“You always hear how smart dolphins are, but to observe them up close and actually see them doing these things without anyone training them, to do it was amazing.”
These were the words psychology major Cara Teri ’18 used to describe a recent trip to Bimini, Bahamas, to study sensation and perception while conducting research on wild dolphins.
Teri, along with six fellow Manhattan College classmates led by Maria Maust-Mohl, Ph.D., assistant professor of psychology, embarked on a trip to explore and research the behavior and communication of dolphins. A team from Hunter College accompanied the Manhattan group including Daisy Kaplan, Ph.D., instructor of psychology, and Diana Reiss, Ph.D., professor of psychology and nine students. Kaplan is also an adjunct instructor of biology at Manhattan College.
Prior to the trip, the students participated in a workshop to prepare for the fieldwork, and they received additional training in Bimini to introduce them to the study of dolphins. In partnership with the Dolphin Communication Project, an organization established in 2003 that encourages “the scientific study of dolphins with emphasis into understanding their behavior, acoustics, communication, cognition, ecology and more,” the faculty and students collected data for two weeks.
“I was surprised to learn that a dolphin slapping its tail meant that they were angry,” says Shea-Lynn Prendergast ’17, a psychology major.
Discovering the Voices of Dolphins
Led by animal expert Maust-Mohl, who has previously studied the behavior and communication of hippopotamuses, giraffes and dolphins, the three-credit PSYC 367 course included 14 days of study and observation of the dolphins in the water. The Bahamian wild dolphin population is familiar and acclimated to humans, which allows observers to study them in their natural habitat.
Led by Kaplan, the Hunter College undergraduates and graduate students are enrolled in a summer Animal Behavior and Conservation course.
The students went out on daily boat trips to observe the dolphins while snorkeling and on the water’s surface from the boat. In addition to attending frequent lectures organized by the professors, the students captured photos of the various dolphins, observed dolphin behavior, and recorded environmental data and information about dolphin sightings.
“In less than half an hour, we had our first of four dolphin sightings,” said psychology major Madison Bailey ’17, during their first day in Bimini. “Watching from the boat as the dolphins rode the bow was an experience that would put any Sea World trip to shame.”
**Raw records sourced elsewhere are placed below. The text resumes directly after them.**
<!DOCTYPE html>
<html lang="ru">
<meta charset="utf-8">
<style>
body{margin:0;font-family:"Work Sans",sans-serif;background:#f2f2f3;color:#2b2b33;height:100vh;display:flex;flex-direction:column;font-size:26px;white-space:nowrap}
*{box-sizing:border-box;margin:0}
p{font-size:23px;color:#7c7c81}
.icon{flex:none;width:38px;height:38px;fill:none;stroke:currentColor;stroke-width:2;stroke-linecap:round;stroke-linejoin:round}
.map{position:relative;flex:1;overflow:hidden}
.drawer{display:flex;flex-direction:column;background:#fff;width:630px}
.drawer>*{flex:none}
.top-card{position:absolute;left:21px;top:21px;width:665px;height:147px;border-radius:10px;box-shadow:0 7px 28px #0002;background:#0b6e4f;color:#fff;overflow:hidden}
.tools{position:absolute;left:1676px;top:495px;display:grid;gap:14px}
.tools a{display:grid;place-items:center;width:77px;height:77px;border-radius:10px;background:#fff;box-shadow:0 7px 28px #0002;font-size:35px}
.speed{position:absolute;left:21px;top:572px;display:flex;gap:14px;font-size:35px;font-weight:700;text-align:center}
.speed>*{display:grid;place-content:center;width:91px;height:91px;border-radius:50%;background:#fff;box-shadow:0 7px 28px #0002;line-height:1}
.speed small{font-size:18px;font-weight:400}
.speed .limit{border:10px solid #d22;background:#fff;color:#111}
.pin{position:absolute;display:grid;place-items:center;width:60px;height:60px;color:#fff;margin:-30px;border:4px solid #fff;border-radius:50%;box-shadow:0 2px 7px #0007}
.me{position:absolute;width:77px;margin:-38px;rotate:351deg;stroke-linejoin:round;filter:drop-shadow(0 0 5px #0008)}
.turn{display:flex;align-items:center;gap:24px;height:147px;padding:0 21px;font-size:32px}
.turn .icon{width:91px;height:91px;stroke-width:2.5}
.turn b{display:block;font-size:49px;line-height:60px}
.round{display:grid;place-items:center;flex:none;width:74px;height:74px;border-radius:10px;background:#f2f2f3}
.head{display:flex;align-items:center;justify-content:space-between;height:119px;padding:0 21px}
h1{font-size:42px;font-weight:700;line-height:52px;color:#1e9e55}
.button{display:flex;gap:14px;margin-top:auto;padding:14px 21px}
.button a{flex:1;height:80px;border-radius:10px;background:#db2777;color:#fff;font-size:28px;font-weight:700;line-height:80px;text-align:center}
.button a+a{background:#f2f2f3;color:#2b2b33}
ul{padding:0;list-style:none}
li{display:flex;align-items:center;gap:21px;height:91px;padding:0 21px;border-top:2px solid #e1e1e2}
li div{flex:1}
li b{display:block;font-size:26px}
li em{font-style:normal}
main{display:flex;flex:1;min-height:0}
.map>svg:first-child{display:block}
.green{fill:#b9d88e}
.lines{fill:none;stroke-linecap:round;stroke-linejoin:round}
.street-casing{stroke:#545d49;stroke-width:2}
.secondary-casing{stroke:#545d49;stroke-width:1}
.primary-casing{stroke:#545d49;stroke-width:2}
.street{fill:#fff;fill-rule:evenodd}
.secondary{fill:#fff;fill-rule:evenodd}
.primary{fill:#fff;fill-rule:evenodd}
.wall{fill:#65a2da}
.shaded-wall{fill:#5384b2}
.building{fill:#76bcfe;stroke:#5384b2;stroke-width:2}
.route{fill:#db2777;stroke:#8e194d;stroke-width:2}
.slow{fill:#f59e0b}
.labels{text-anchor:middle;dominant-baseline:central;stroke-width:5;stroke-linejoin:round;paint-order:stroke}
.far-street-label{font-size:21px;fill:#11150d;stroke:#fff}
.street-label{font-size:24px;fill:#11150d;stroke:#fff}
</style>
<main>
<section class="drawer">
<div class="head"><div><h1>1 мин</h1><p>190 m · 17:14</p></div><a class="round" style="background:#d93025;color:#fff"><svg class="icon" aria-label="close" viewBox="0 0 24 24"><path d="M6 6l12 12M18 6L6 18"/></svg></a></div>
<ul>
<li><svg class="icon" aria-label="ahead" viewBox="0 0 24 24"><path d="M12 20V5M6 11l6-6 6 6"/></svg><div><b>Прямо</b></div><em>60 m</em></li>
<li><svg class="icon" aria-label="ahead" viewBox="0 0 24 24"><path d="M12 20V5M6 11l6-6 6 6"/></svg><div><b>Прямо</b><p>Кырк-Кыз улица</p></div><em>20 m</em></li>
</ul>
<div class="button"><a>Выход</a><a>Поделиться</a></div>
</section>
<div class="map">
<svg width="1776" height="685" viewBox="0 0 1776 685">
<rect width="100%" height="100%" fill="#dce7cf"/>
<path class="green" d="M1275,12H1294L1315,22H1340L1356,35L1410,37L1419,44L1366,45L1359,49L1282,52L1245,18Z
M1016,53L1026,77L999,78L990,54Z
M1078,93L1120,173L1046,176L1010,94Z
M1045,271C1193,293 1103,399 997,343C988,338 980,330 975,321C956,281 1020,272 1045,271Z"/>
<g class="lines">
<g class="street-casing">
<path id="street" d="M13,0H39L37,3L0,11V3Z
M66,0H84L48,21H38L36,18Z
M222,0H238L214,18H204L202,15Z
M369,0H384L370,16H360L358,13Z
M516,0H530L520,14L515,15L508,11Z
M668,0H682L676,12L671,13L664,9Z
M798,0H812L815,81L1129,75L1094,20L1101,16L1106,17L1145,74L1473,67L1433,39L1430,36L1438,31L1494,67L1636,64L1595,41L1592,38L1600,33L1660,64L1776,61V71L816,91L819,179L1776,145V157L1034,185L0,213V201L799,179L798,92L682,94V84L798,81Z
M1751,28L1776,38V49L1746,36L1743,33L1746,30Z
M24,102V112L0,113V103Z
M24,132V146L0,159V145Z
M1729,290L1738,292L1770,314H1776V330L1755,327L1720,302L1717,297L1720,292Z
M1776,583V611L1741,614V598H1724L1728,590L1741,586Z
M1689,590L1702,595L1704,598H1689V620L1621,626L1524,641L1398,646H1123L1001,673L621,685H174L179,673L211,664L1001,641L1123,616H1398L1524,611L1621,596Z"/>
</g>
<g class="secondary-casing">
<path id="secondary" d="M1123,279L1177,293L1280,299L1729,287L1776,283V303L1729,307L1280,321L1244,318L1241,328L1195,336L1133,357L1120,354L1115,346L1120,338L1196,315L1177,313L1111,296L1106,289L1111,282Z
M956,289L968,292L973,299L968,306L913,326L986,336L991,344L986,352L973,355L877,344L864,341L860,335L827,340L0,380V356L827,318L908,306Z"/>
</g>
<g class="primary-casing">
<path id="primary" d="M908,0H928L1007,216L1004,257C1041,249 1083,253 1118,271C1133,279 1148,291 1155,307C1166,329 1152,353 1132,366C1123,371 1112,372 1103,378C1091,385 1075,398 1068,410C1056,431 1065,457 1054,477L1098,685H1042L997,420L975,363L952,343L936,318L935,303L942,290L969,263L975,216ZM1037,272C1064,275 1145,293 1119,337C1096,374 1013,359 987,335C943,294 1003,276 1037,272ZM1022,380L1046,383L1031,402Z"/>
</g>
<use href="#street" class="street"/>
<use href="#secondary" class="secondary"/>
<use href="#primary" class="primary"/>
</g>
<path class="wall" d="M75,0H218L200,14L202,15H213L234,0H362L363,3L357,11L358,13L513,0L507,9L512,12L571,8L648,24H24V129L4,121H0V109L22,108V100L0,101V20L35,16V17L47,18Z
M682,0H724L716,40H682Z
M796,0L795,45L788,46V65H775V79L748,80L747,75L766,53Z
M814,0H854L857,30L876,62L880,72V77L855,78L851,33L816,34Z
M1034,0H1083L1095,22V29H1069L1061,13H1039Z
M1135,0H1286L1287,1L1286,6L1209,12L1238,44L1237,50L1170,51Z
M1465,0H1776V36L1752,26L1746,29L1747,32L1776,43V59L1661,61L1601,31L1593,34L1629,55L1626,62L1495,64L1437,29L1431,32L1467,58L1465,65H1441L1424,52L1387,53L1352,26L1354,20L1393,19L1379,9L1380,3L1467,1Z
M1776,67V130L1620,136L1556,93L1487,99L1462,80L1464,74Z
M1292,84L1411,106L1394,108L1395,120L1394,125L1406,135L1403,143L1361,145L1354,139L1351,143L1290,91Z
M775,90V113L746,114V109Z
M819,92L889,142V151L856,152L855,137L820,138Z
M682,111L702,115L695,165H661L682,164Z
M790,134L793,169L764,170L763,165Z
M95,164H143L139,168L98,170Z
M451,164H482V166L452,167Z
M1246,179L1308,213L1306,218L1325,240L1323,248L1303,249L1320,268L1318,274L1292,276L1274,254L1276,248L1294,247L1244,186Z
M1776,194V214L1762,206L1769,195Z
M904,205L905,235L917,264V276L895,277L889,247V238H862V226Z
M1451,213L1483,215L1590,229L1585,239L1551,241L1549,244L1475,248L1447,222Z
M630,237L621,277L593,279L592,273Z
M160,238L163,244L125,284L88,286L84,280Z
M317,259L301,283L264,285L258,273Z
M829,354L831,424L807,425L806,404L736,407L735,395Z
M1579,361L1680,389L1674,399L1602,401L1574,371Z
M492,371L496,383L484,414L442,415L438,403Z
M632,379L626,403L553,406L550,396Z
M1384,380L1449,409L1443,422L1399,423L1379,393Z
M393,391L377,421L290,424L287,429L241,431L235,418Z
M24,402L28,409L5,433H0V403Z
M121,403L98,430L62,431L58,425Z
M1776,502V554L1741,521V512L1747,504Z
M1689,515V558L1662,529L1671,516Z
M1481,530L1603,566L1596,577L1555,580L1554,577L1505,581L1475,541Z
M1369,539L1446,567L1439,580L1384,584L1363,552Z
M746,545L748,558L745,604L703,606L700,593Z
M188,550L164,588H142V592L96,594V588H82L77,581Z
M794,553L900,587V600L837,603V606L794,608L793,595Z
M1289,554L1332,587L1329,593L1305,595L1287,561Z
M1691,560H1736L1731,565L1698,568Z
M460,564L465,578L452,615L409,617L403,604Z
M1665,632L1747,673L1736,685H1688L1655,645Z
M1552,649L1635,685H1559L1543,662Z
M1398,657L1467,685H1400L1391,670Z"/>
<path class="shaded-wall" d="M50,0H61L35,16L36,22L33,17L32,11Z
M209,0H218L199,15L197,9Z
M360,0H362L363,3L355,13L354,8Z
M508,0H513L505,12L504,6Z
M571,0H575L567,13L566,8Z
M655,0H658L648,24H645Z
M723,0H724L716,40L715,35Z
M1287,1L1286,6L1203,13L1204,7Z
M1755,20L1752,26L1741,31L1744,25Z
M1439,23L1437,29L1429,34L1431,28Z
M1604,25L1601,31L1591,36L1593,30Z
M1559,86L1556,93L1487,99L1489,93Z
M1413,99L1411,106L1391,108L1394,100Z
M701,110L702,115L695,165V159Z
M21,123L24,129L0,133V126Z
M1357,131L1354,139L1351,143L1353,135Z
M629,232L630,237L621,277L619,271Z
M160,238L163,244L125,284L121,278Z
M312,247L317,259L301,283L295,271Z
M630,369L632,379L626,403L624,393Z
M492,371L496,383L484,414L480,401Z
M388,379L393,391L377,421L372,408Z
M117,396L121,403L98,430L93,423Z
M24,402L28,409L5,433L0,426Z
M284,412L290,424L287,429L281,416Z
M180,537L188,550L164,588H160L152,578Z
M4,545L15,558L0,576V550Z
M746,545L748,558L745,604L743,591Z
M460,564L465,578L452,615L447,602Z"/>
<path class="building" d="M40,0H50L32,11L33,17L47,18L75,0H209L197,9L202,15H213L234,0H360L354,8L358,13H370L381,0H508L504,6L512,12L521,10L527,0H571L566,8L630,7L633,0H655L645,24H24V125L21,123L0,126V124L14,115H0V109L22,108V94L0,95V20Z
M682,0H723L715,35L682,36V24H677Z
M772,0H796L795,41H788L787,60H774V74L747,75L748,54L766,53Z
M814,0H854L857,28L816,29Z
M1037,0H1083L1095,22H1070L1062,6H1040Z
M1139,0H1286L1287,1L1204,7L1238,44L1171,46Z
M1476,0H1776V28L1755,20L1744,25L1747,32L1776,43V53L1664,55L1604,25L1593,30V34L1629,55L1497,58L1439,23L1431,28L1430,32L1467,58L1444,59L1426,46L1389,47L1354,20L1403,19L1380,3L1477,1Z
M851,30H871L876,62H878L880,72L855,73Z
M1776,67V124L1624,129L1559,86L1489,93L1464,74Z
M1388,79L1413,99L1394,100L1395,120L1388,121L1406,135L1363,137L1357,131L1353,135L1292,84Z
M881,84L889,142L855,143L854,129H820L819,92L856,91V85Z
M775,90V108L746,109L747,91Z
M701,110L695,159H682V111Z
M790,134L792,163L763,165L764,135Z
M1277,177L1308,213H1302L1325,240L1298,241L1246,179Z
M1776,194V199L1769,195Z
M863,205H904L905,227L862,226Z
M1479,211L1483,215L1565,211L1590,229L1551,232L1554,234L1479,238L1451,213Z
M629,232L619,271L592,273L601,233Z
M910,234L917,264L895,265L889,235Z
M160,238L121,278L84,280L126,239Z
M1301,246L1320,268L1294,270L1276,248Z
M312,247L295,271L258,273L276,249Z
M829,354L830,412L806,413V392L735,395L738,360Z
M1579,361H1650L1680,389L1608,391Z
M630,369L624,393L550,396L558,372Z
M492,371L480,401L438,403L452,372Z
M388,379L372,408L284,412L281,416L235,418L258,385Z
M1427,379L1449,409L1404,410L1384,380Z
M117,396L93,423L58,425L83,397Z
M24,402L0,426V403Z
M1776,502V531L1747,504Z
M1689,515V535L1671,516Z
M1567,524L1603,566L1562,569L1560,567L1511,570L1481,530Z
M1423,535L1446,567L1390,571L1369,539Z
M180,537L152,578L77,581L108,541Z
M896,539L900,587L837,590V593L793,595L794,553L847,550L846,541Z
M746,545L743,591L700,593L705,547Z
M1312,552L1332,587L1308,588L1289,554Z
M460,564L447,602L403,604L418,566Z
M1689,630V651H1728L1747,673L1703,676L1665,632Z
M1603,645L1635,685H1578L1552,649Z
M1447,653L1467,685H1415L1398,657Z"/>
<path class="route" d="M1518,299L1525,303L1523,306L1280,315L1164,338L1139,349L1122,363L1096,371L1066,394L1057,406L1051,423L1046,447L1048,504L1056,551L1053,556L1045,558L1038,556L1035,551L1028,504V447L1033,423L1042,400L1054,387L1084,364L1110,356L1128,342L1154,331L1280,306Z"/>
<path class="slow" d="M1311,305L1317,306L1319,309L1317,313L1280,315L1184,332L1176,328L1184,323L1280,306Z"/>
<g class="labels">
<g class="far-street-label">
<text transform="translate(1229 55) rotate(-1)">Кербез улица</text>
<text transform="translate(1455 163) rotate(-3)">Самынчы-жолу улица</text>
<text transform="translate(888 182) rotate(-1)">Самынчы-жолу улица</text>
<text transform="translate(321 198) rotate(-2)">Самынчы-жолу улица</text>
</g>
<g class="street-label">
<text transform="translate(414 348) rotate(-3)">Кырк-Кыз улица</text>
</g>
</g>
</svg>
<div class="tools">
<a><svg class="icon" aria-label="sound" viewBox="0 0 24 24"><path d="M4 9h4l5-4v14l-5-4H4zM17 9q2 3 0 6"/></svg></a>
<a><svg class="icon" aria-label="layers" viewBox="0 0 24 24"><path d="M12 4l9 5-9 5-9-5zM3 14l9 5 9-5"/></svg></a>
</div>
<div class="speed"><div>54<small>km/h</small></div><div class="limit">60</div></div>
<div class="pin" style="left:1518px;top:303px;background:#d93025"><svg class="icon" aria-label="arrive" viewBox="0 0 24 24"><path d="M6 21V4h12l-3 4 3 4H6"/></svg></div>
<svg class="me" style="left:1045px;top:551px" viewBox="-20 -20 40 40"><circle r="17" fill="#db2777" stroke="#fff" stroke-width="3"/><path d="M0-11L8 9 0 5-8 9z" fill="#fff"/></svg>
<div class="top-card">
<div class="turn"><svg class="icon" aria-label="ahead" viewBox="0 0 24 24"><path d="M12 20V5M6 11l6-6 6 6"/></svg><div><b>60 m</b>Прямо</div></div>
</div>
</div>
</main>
Maust-Mohl remarked that “we were fortunate to see spotted and/or bottlenose dolphins almost every boat trip, where students were involved in observations both from the boat and in the water.”
During the trip, the students also saw sea turtles, fish, stingrays and sharks. In fact, the group visited the Bimini Shark Lab and learned about several research projects studying local shark species.
“I was also very surprised when a dolphin echolocated on my foot,” Teri explains. “I just recently had foot surgery and had metal screws put in, and the dolphin actually knew that there was metal in there and came to check it out.”
Since returning to New York in late July, the Manhattan team will meet to discuss their overall experience and observations and submit a final proposal later this summer. The proposal is a culmination of the course, and will allow the students to reflect on their experience and propose a project based on their observations.
“After all they have learned about dolphin behavior, communication, intelligence and conservation, it seems like the students have a very different perspective and respect for dolphins,” Maust-Mohl adds. “I feel very fortunate to have had the opportunity to share this experience with the students.”
Bailey will work directly with Maust-Mohl this fall on a research project to analyze the data collected including video and sound recordings. Maust-Mohl will determine next steps based on research goals that are part of the collaboration with Kaplan and other researchers. The continued work will contribute to ongoing research on the behavior and communication of spotted and bottlenose dolphins.
Recently, Maust-Mohl’s work with hippopotamus communication was published in the Journal of the Acoustical Society of America.
“They are very vocal creatures and their different clicks and whistles are so unique,” Bailey says. “We don’t know a lot about their vocal behavior and that’s a very hot topic for research now.”